Task =
Copy out the lines of the material that include the string "them".

Top of Source material

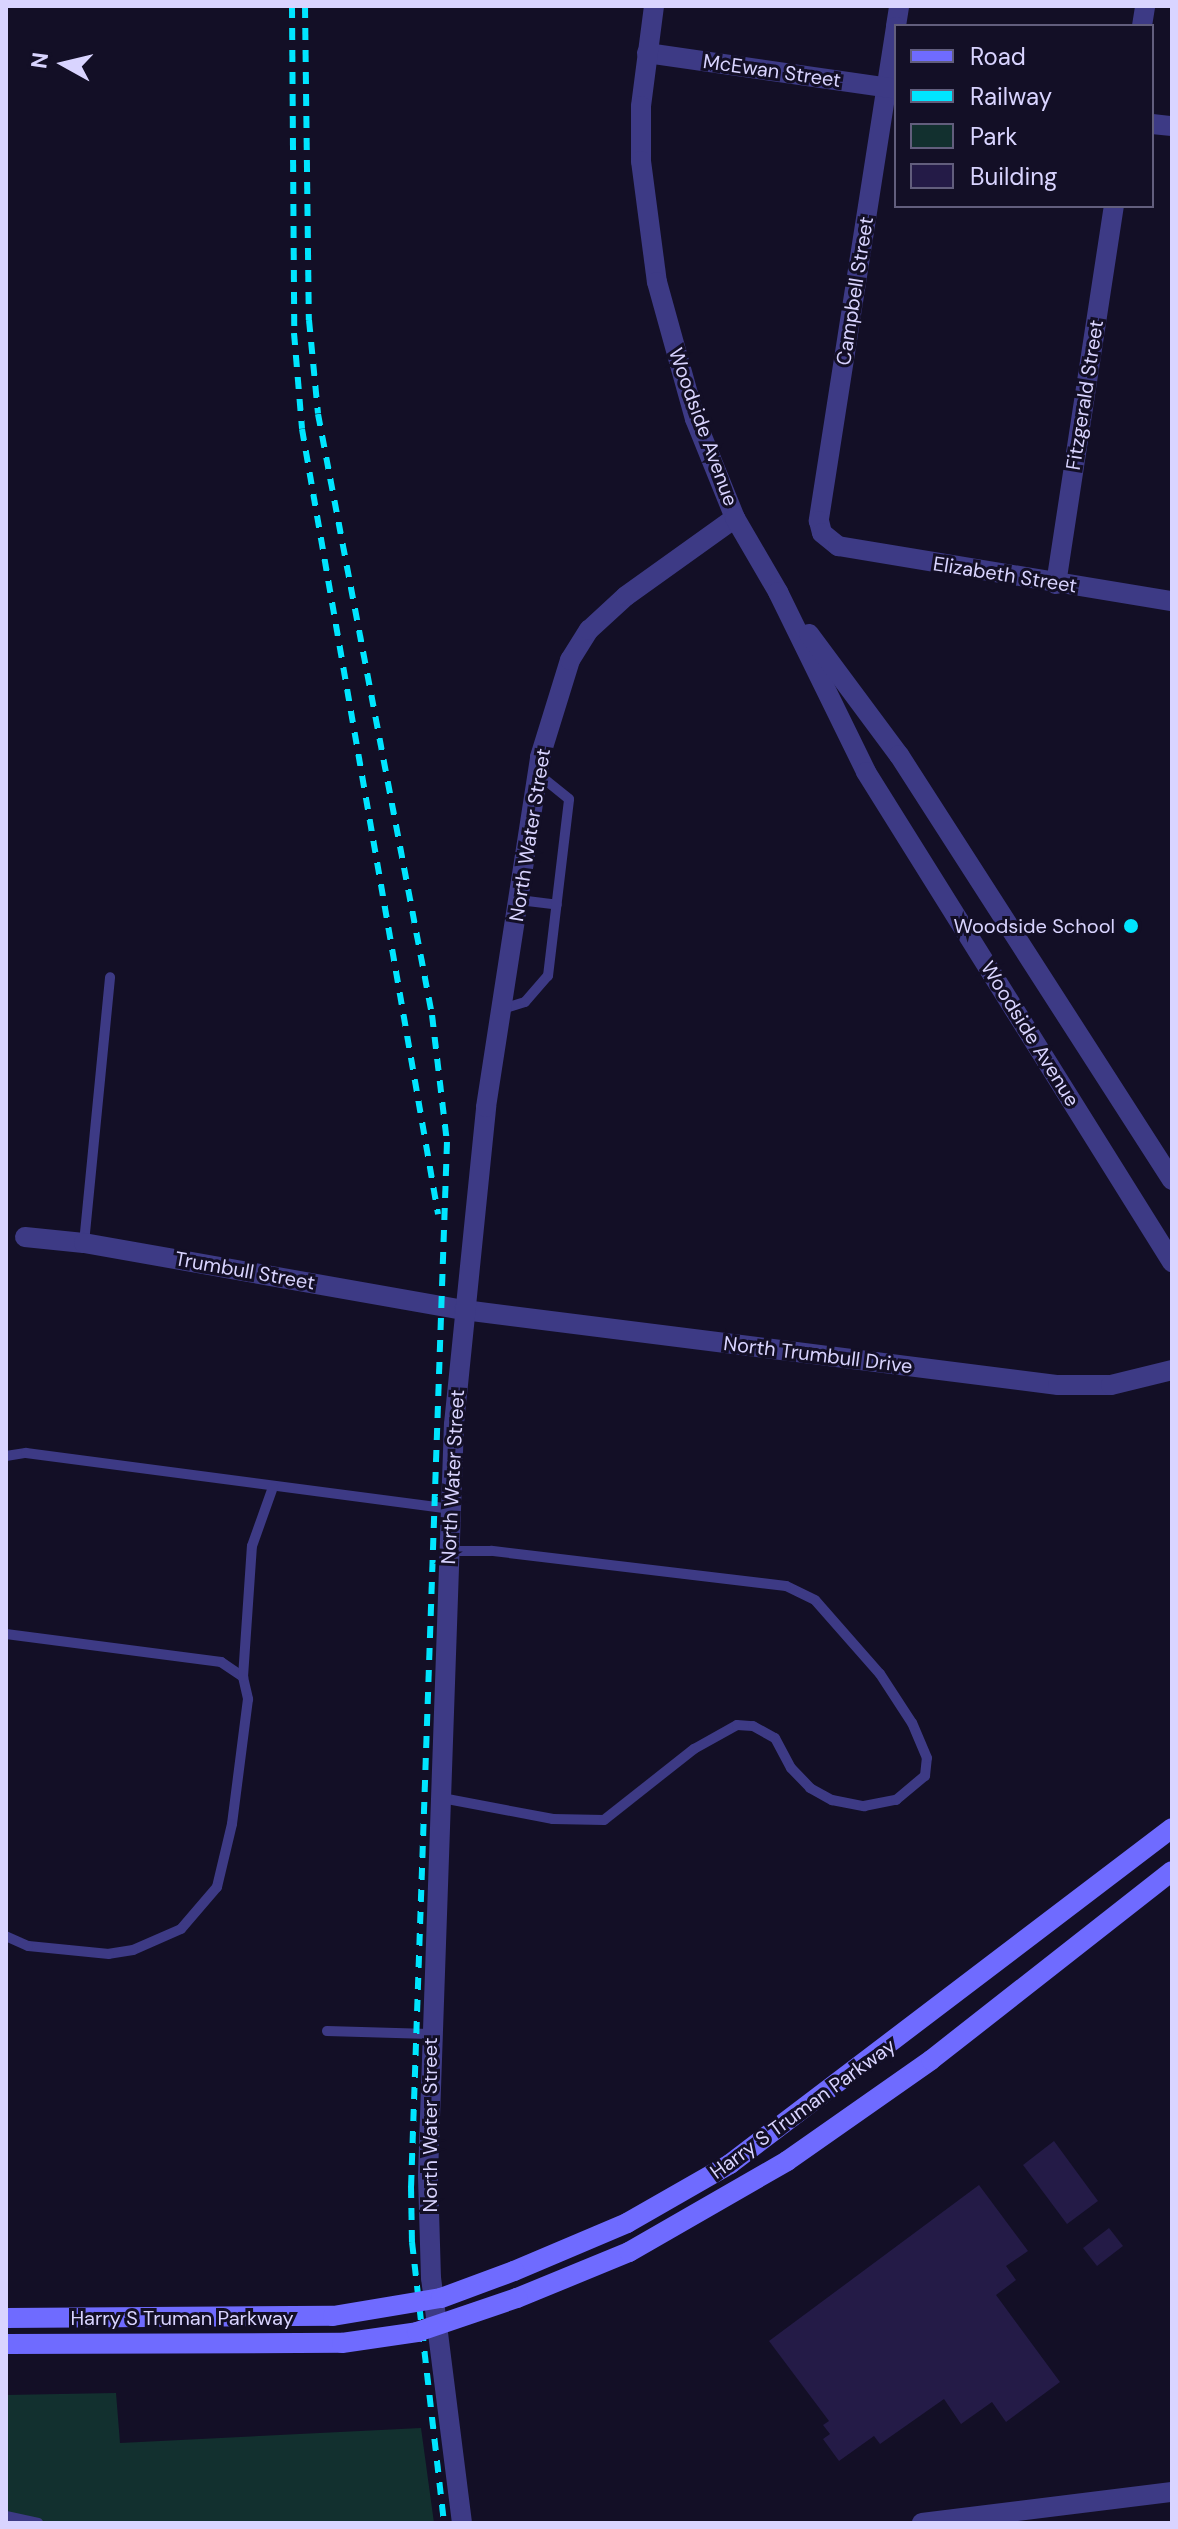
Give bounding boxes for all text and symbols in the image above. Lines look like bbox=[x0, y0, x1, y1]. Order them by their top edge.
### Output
north arrow bbox=[24, 24, 104, 104]
legend bbox=[894, 24, 1154, 208]
text: Road bbox=[970, 41, 1026, 72]
street label: McEwan Street bbox=[702, 49, 842, 93]
text: N bbox=[24, 51, 55, 71]
text: Railway bbox=[970, 81, 1052, 112]
text: Park bbox=[970, 121, 1017, 152]
text: Building bbox=[970, 161, 1057, 192]
street label: Campbell Street bbox=[831, 215, 879, 367]
street label: Fitzgerald Street bbox=[1061, 318, 1109, 472]
street label: Woodside Avenue bbox=[663, 345, 743, 509]
street label: Elizabeth Street bbox=[931, 552, 1079, 598]
street label: North Water Street bbox=[504, 747, 556, 923]
place label: Woodside School bbox=[954, 914, 1115, 938]
marker: Woodside School bbox=[1122, 917, 1140, 935]
street label: Woodside Avenue bbox=[976, 957, 1084, 1111]
street label: Trumbull Street bbox=[173, 1247, 317, 1295]
street label: North Trumbull Drive bbox=[722, 1332, 914, 1378]
street label: North Water Street bbox=[436, 1389, 470, 1565]
street label: Harry S Truman Parkway bbox=[706, 2034, 900, 2184]
street label: North Water Street bbox=[418, 2037, 442, 2213]
street label: Harry S Truman Parkway bbox=[70, 2306, 294, 2330]

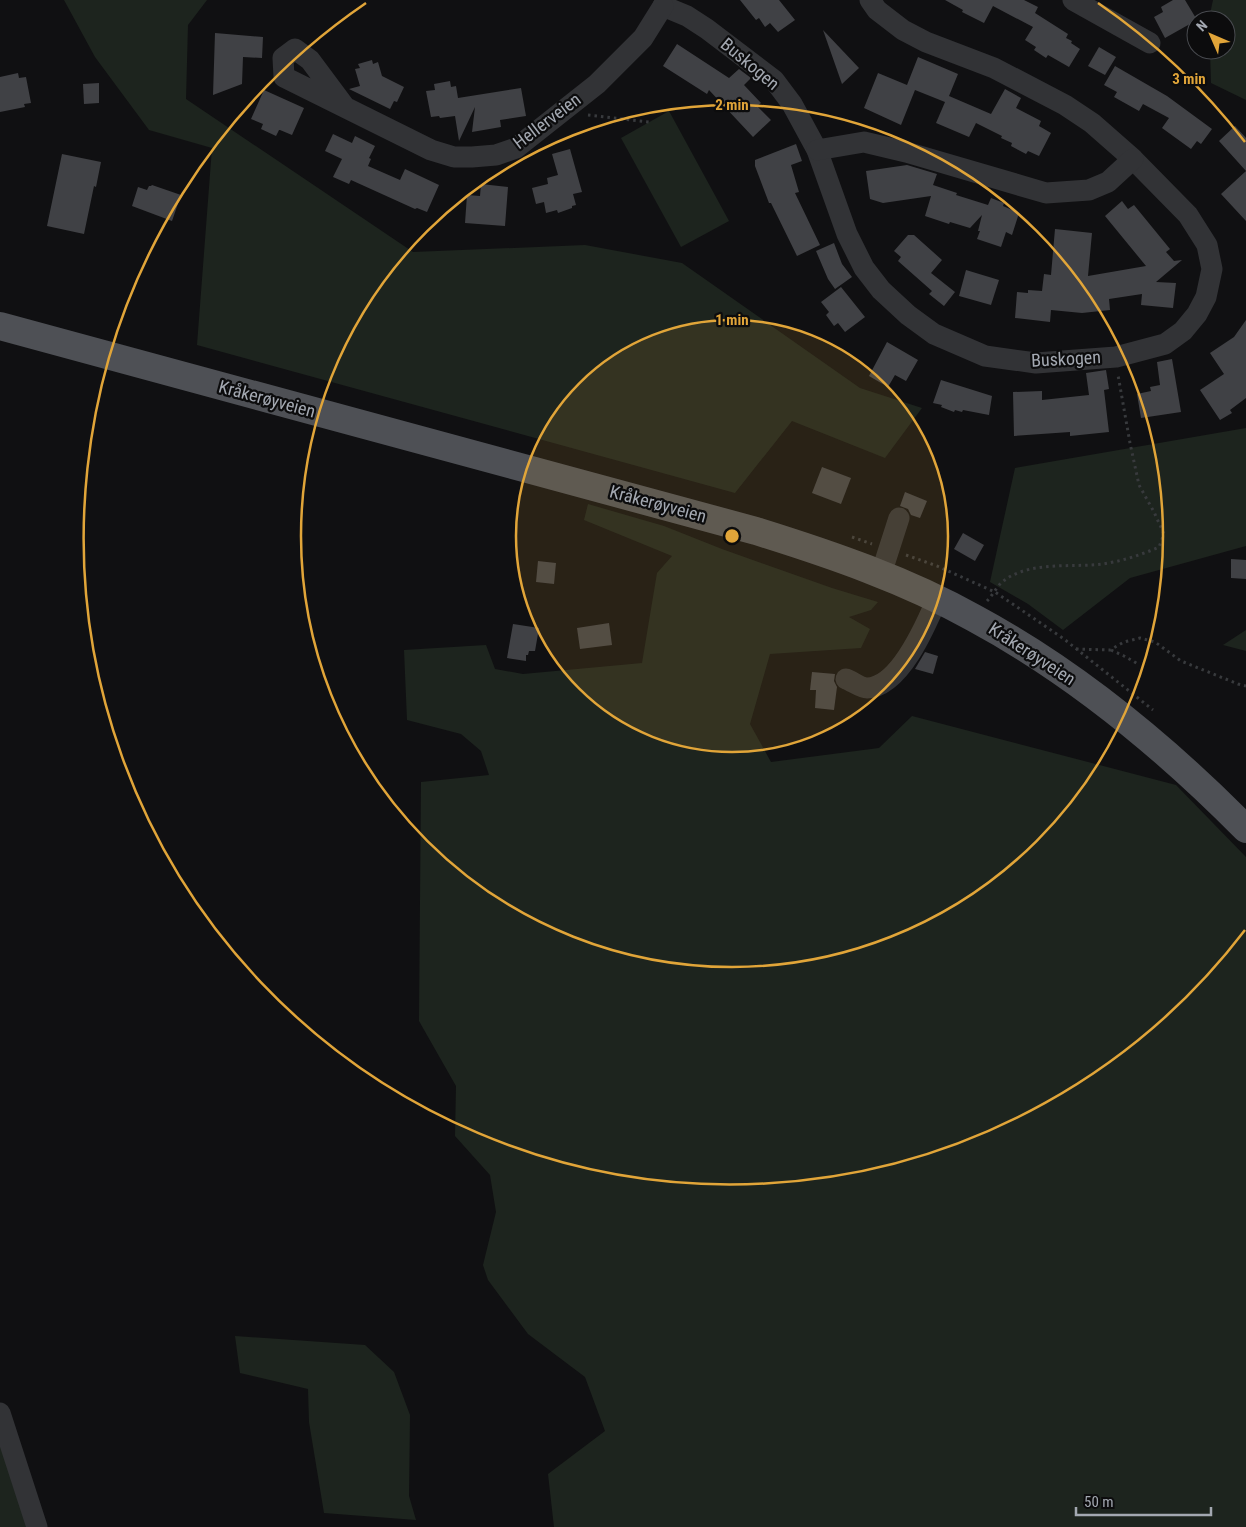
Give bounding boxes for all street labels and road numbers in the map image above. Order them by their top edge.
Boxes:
street label: Buskogen [717,33,784,94]
street label: Hellerveien [509,88,585,153]
street label: Buskogen [1031,346,1101,371]
street label: Kråkerøyveien [216,376,318,421]
street label: Kråkerøyveien [607,481,709,526]
street label: Kråkerøyveien [985,618,1080,689]

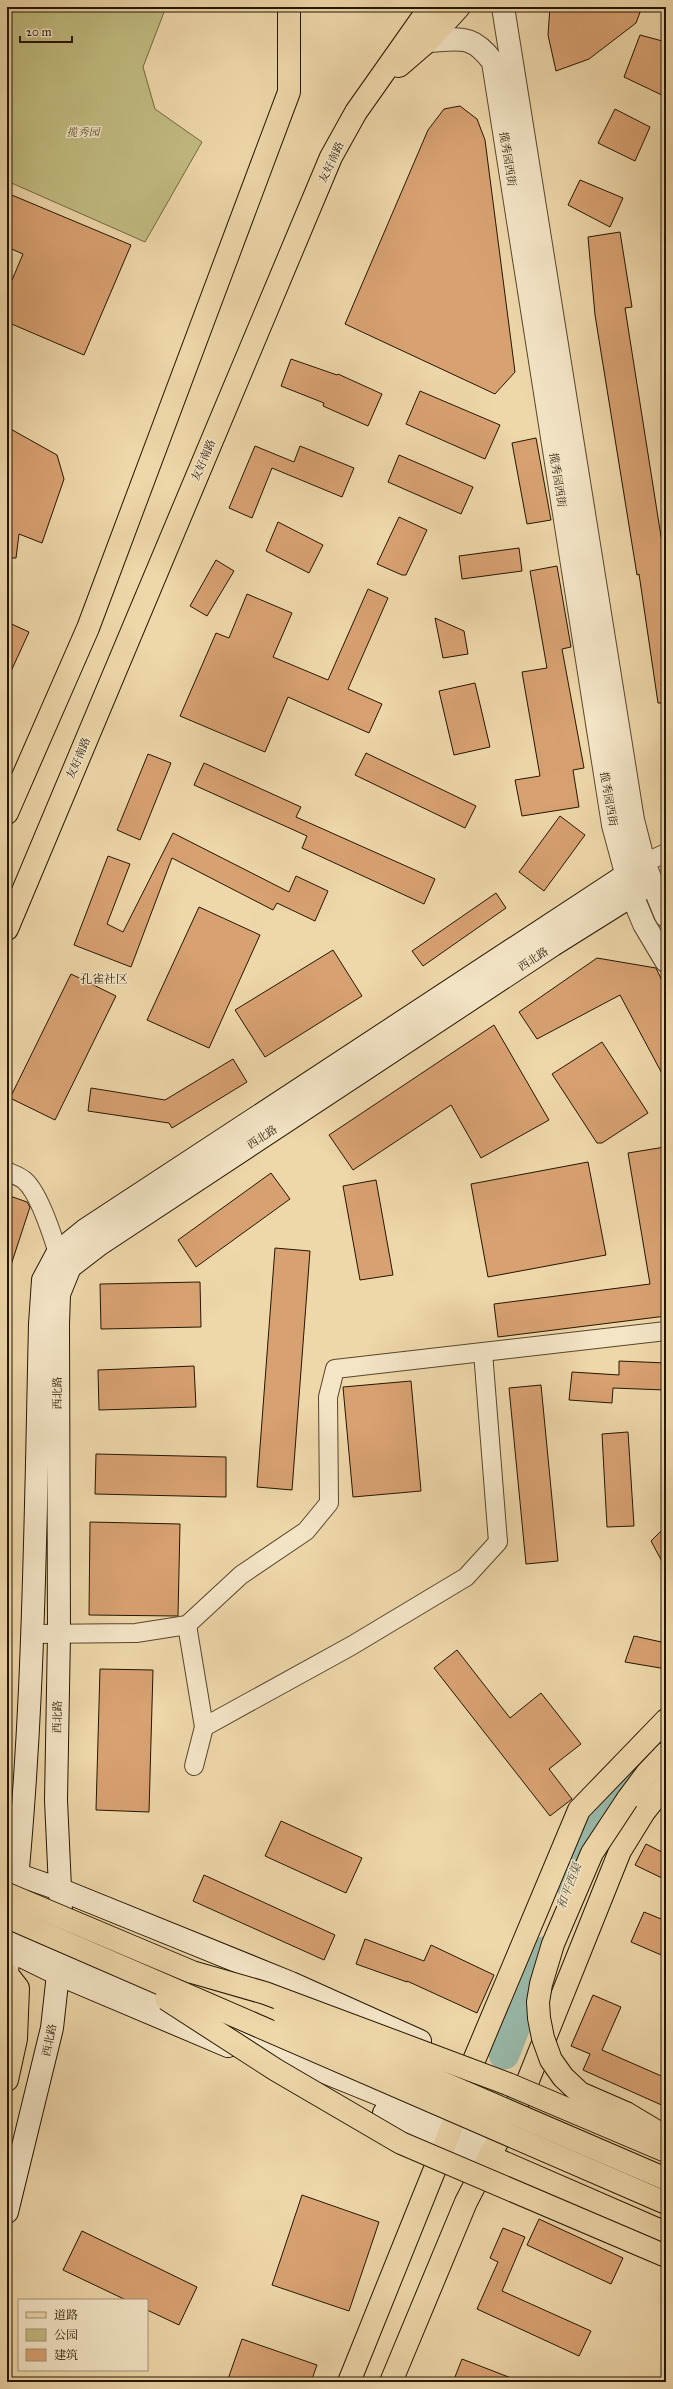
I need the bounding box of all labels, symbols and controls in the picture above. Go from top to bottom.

Bottom of Source material

Your solution =
Give bounding boxes for all text and symbols in the image above. Lines look like bbox=[x0, y0, x1, y1]. Order them by their top edge.
Give bounding boxes for all street labels and road numbers in the map image above. Order them by their top edge.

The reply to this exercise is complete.